RHESSI Tests of Quasi-Thermal Gamma-Ray Burst Spectral Models
Eric C. Bellm

TL;DR
This study tests quasi-thermal spectral models against broad-band gamma-ray data from RHESSI for nine bright gamma-ray bursts, finding that these models fit poorly compared to the phenomenological Band function, with fit parameters highly band-dependent.
Contribution
It provides a comprehensive evaluation of quasi-thermal models using broad-band data, highlighting their limitations relative to the Band function in describing GRB spectra.
Findings
Quasi-thermal models fit poorly compared to the Band function.
Fit parameters for simple models depend on the energy band.
More complex nonthermal models do not improve fit robustness.
Abstract
Prompt gamma-ray burst spectra evolve on short time scales, suggesting that time-resolved spectral fits may help diagnose the still unknown prompt emission mechanism.

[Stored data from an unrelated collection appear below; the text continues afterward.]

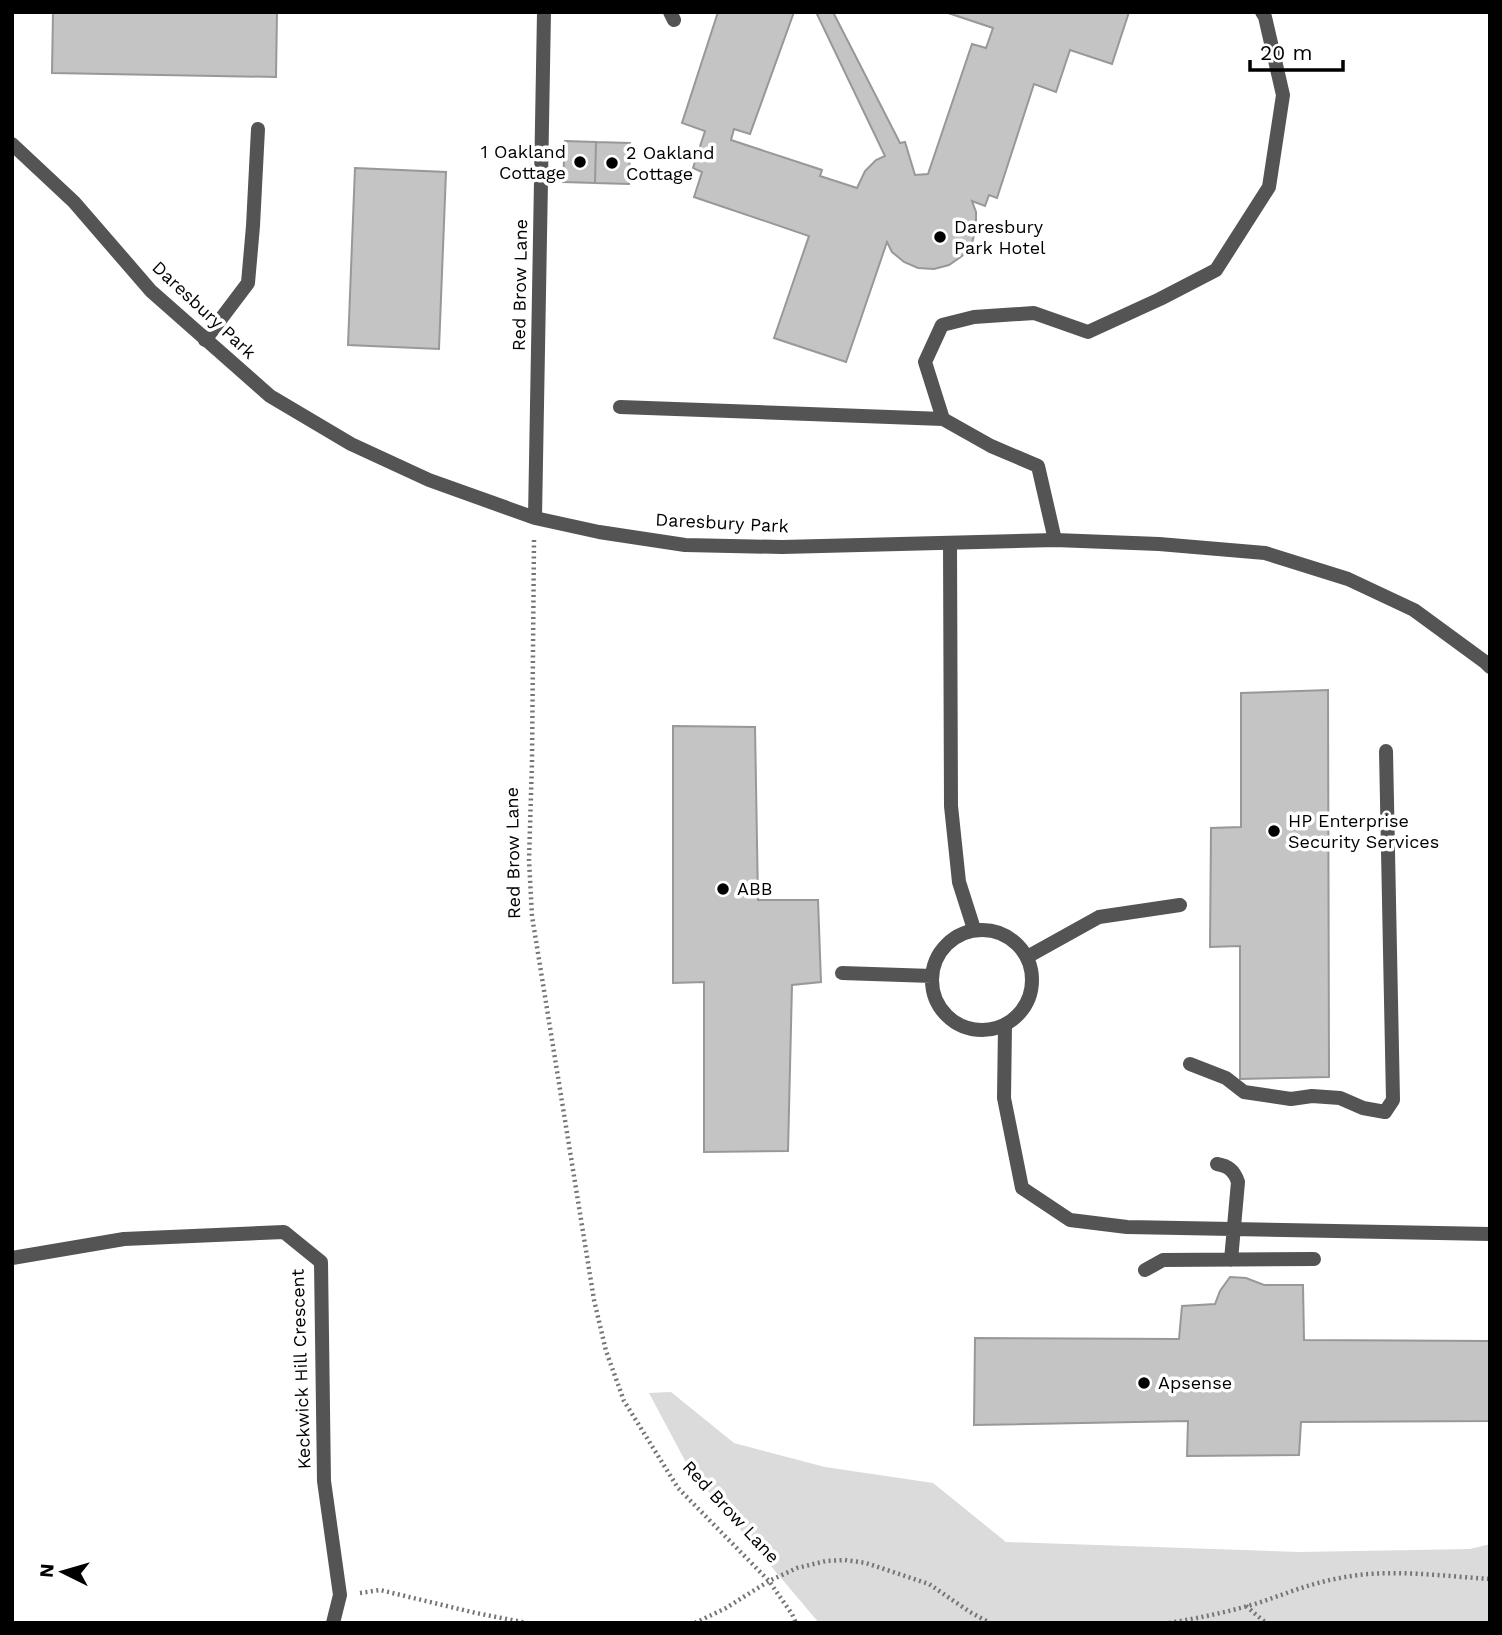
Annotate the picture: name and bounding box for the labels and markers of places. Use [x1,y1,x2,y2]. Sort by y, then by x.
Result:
place label: 1 Oakland Cottage [481,141,566,183]
place label: 2 Oakland Cottage [626,142,715,184]
marker: 1 Oakland Cottage [572,154,588,170]
marker: 2 Oakland Cottage [604,155,620,171]
place label: Daresbury Park Hotel [954,216,1046,258]
marker: Daresbury Park Hotel [932,229,948,245]
place label: HP Enterprise Security Services [1288,810,1439,852]
marker: HP Enterprise Security Services [1266,823,1282,839]
place label: ABB [737,878,772,899]
marker: ABB [715,881,731,897]
place label: Apsense [1158,1372,1232,1393]
marker: Apsense [1136,1375,1152,1391]

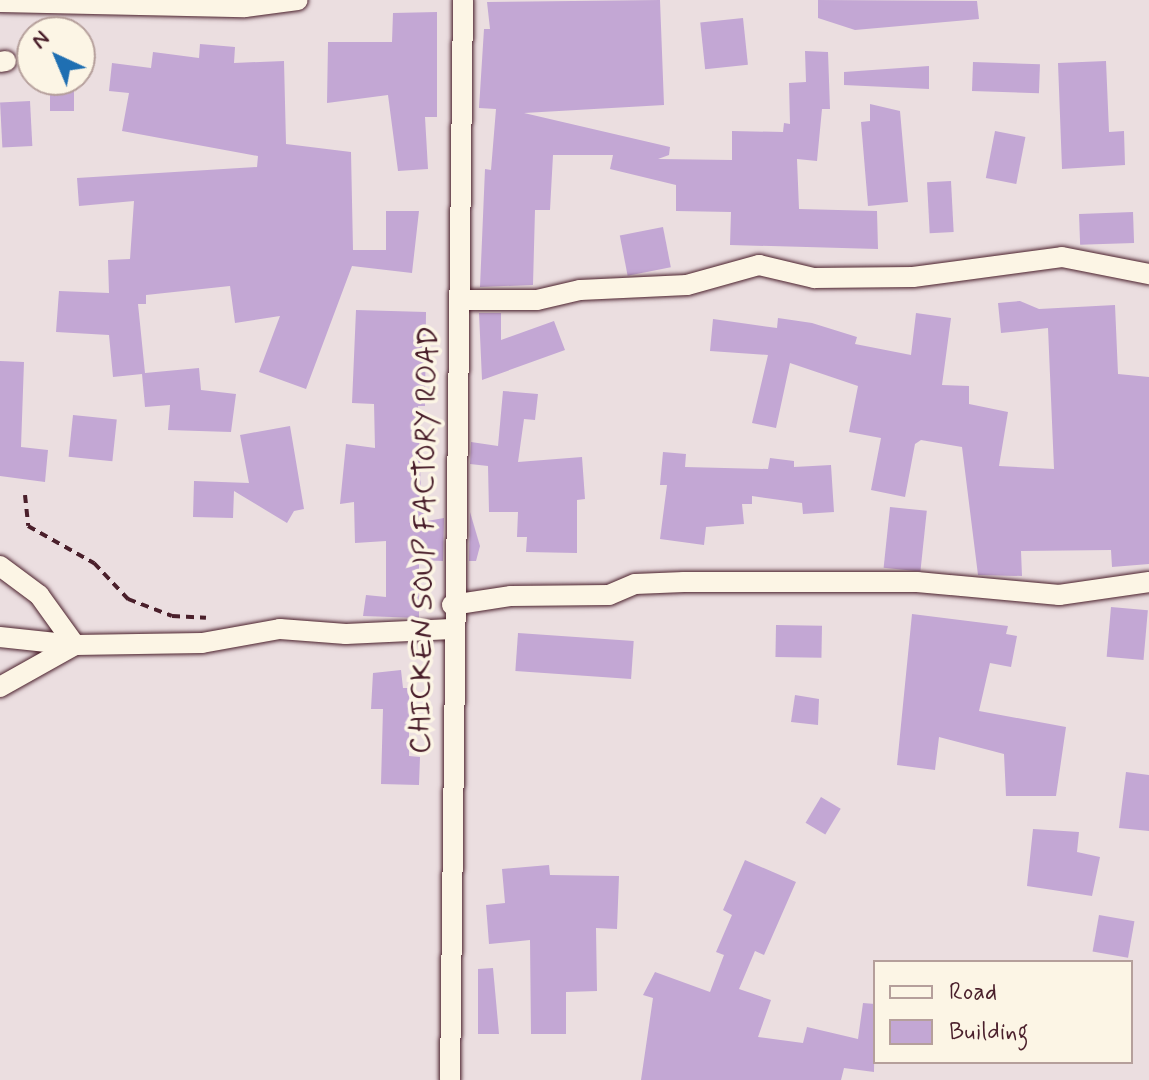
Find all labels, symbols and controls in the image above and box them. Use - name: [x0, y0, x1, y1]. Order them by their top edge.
- north arrow: [16, 16, 96, 96]
- text: N: [26, 25, 56, 55]
- street label: CHICKEN SOUP FACTORY ROAD: [403, 324, 447, 756]
- legend: [873, 960, 1133, 1064]
- text: Road: [949, 977, 997, 1008]
- text: Building: [949, 1017, 1029, 1048]

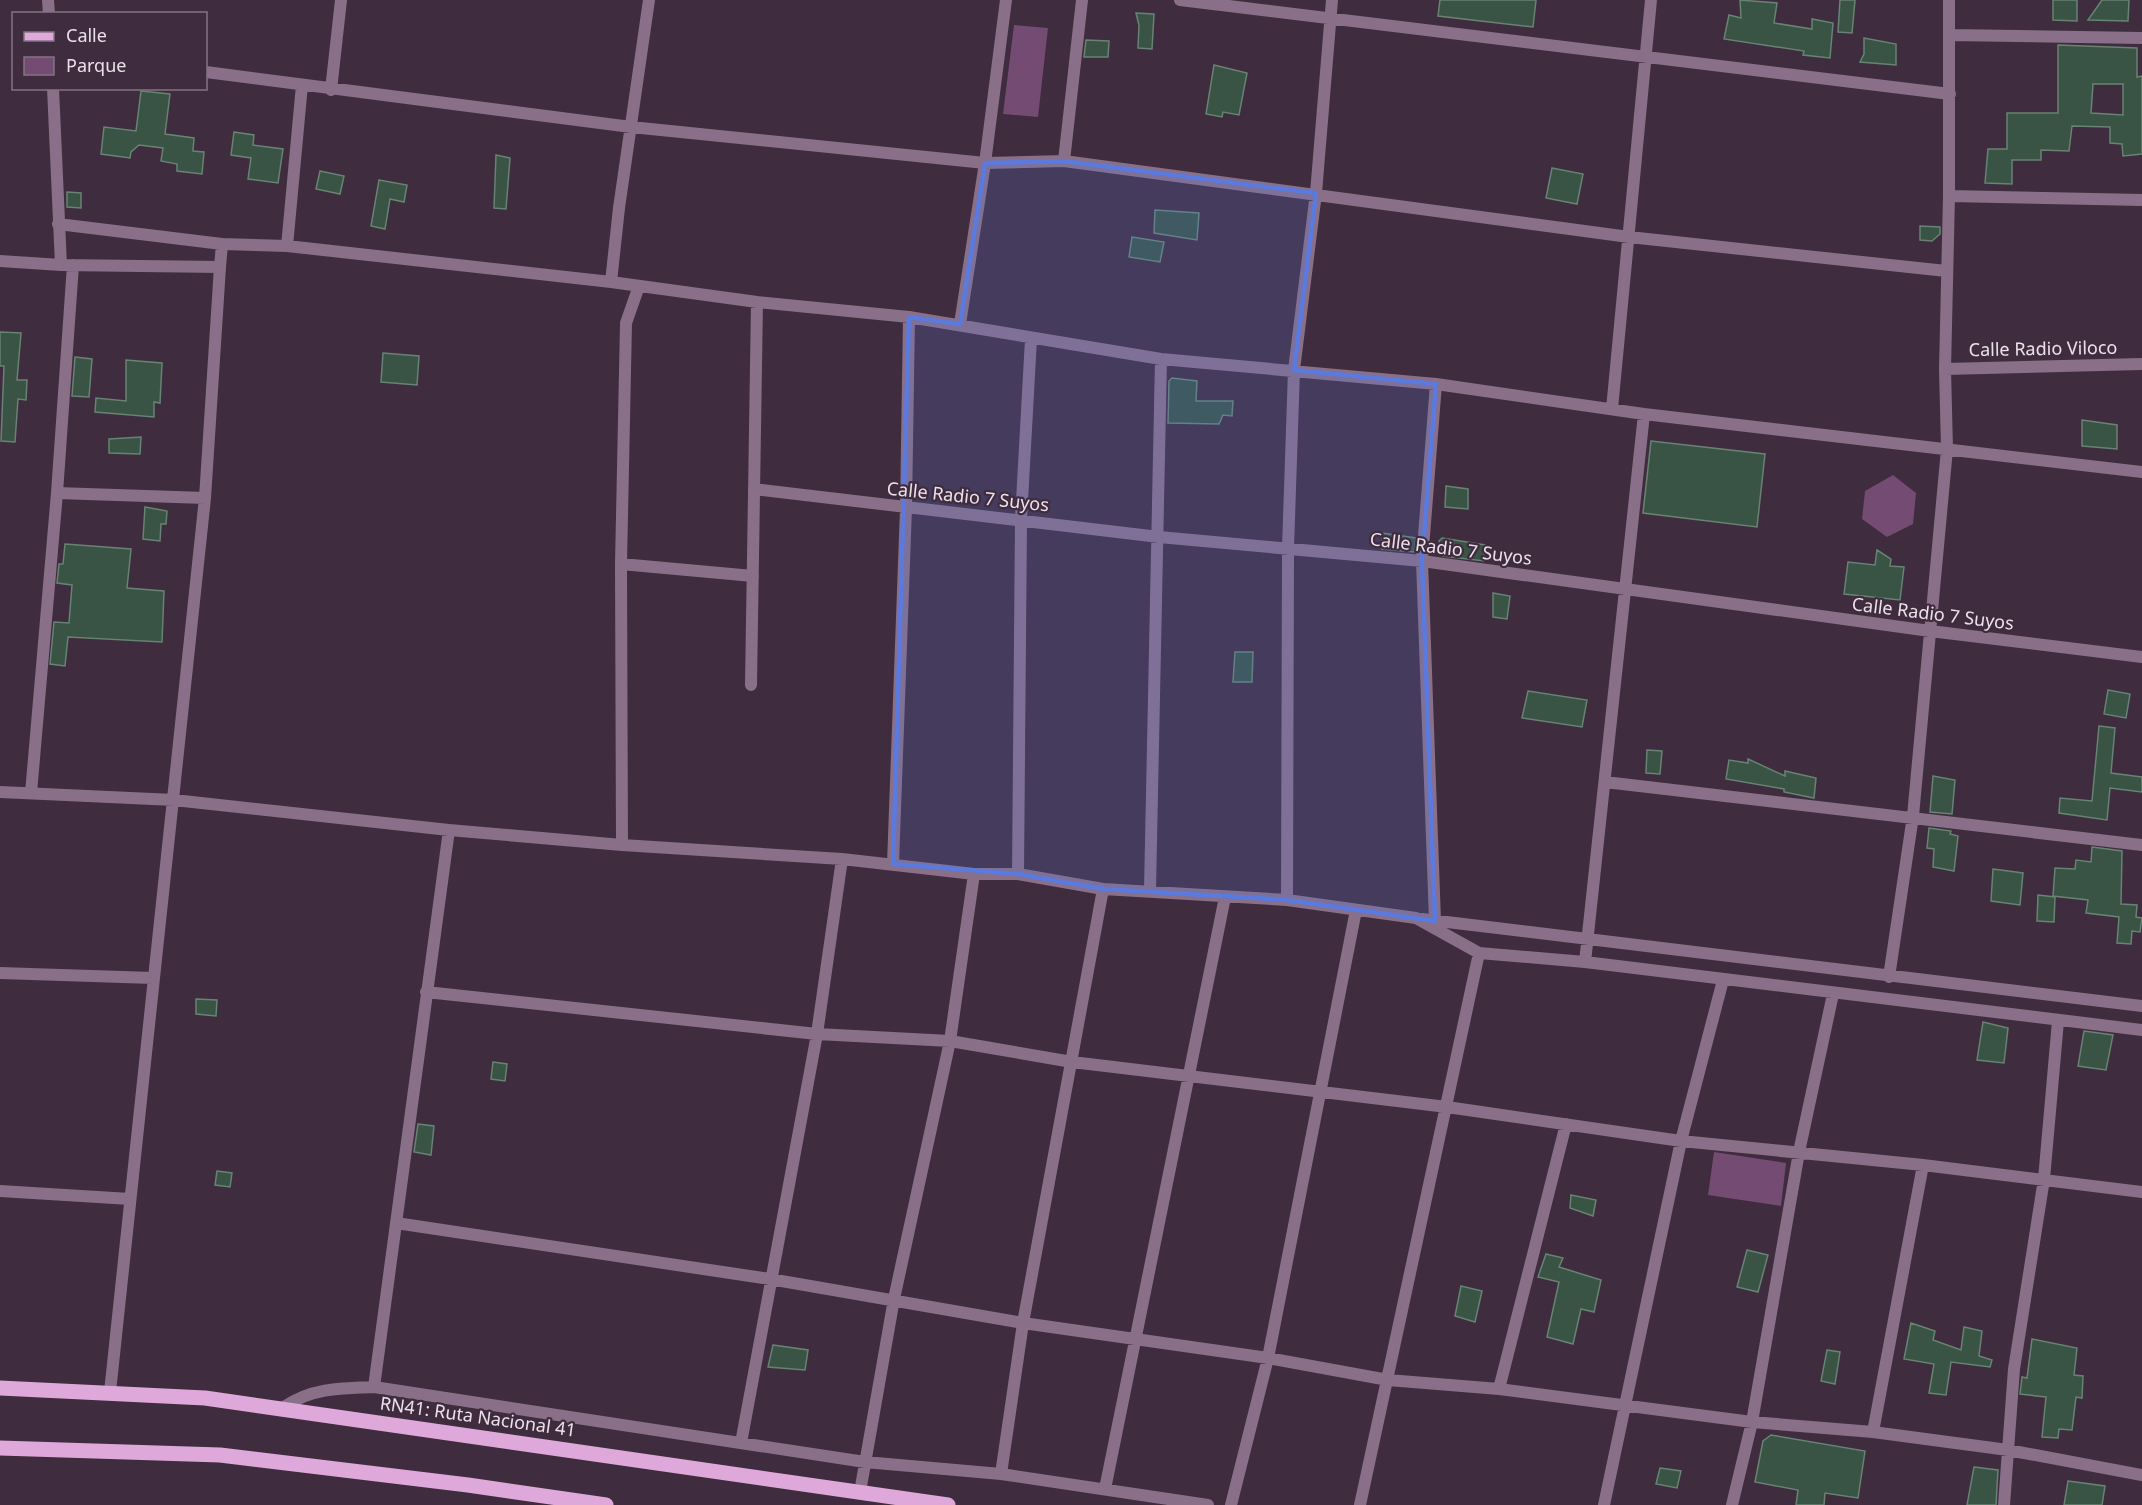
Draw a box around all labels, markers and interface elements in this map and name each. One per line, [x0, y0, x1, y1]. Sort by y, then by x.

We use broad-band gamma-ray data from the RHESSI spacecraft to test quasi-thermal models with high signal-to-noise time-resolved spectra of nine bright gamma-ray bursts. In contrast to results reported in more narrow energy bands, the quality of the fits of quasi-thermal models is poor in relation to fits of the phenomenological Band function. Moreover, the best-fit parameters for the simplest quasi-thermal model, a black body plus a nonthermal power law, show significant dependence on the fit band. Models that replace the power law with more complicated nonthermal functions are not robust for the data considered here and decrease the physical relevance of the fit black body.